◆ What to do ◆
Lines in the listing below containing the string "absolute" are to be identified and copied.

----- Materials provided -----

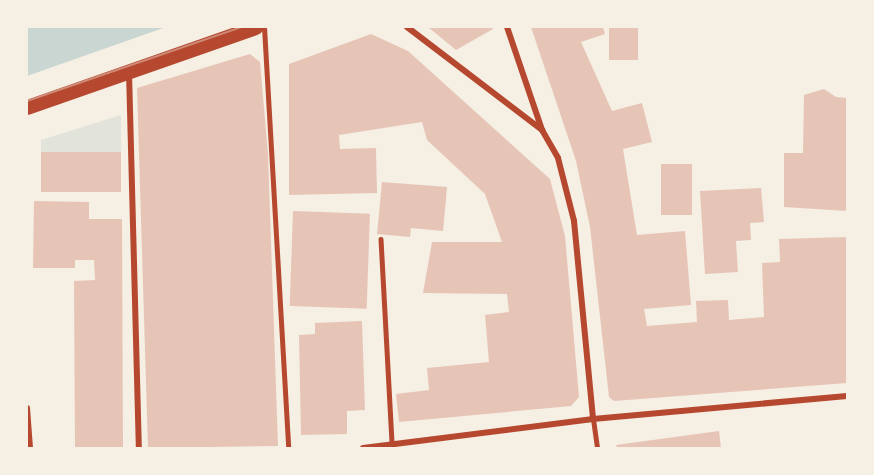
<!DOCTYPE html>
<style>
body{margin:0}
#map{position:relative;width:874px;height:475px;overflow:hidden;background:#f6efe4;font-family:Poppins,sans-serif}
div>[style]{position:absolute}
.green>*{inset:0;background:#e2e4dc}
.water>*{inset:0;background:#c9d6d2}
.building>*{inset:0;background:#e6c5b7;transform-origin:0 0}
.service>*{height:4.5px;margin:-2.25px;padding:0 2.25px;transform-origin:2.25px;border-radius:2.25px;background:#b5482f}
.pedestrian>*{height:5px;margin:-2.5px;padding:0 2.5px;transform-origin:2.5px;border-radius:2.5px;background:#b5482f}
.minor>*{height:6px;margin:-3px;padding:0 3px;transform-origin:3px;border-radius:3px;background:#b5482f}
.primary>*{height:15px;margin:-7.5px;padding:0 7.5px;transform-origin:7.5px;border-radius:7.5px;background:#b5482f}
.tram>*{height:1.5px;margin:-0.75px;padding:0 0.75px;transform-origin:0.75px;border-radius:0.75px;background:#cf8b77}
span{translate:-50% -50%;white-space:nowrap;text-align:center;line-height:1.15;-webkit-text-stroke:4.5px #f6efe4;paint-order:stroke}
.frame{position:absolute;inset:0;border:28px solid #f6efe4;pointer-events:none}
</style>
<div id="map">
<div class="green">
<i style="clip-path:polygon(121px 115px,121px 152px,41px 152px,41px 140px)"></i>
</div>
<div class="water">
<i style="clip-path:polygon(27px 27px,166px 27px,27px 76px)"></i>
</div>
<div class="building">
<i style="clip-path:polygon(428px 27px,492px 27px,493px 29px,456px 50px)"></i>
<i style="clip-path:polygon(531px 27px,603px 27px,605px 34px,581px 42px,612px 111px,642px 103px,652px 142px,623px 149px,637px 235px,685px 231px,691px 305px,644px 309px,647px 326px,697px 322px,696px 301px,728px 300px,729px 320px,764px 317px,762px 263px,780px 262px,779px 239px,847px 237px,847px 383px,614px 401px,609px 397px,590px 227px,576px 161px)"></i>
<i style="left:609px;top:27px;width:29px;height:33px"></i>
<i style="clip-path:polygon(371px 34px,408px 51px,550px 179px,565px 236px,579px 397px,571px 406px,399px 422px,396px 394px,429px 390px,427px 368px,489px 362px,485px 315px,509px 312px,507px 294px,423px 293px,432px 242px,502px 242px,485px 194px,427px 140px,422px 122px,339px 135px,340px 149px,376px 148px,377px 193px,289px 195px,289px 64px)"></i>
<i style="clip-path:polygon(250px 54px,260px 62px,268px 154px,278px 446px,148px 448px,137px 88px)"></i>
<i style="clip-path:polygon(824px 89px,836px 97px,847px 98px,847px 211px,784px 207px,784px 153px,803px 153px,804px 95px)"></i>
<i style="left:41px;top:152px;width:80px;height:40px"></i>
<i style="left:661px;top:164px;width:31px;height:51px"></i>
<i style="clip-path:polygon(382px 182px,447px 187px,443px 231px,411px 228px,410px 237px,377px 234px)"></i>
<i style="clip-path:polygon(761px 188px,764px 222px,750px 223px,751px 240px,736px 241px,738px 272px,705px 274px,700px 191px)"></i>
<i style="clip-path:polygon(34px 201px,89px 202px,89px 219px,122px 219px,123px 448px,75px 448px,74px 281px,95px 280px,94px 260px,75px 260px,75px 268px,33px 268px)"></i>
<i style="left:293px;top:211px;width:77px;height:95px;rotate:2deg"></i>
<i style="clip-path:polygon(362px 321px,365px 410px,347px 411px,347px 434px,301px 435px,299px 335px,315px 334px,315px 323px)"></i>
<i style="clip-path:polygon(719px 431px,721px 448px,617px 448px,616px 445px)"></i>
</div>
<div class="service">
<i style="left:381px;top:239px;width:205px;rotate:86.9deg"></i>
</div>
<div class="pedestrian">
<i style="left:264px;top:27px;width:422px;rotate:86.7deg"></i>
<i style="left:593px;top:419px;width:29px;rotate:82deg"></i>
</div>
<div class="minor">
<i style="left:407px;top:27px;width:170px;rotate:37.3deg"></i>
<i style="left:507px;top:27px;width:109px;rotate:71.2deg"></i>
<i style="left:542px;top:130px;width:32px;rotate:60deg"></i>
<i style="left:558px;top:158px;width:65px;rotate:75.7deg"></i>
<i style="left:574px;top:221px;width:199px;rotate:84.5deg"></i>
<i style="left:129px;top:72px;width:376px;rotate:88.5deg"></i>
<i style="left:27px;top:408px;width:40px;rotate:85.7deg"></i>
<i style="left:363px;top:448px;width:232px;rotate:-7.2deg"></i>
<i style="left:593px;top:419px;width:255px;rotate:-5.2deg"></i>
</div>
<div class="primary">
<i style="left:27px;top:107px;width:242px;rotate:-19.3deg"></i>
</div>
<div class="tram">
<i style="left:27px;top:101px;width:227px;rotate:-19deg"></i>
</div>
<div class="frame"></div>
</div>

-----

◆ Task answer ◆
div>[style]{position:absolute}
.frame{position:absolute;inset:0;border:28px solid #f6efe4;pointer-events:none}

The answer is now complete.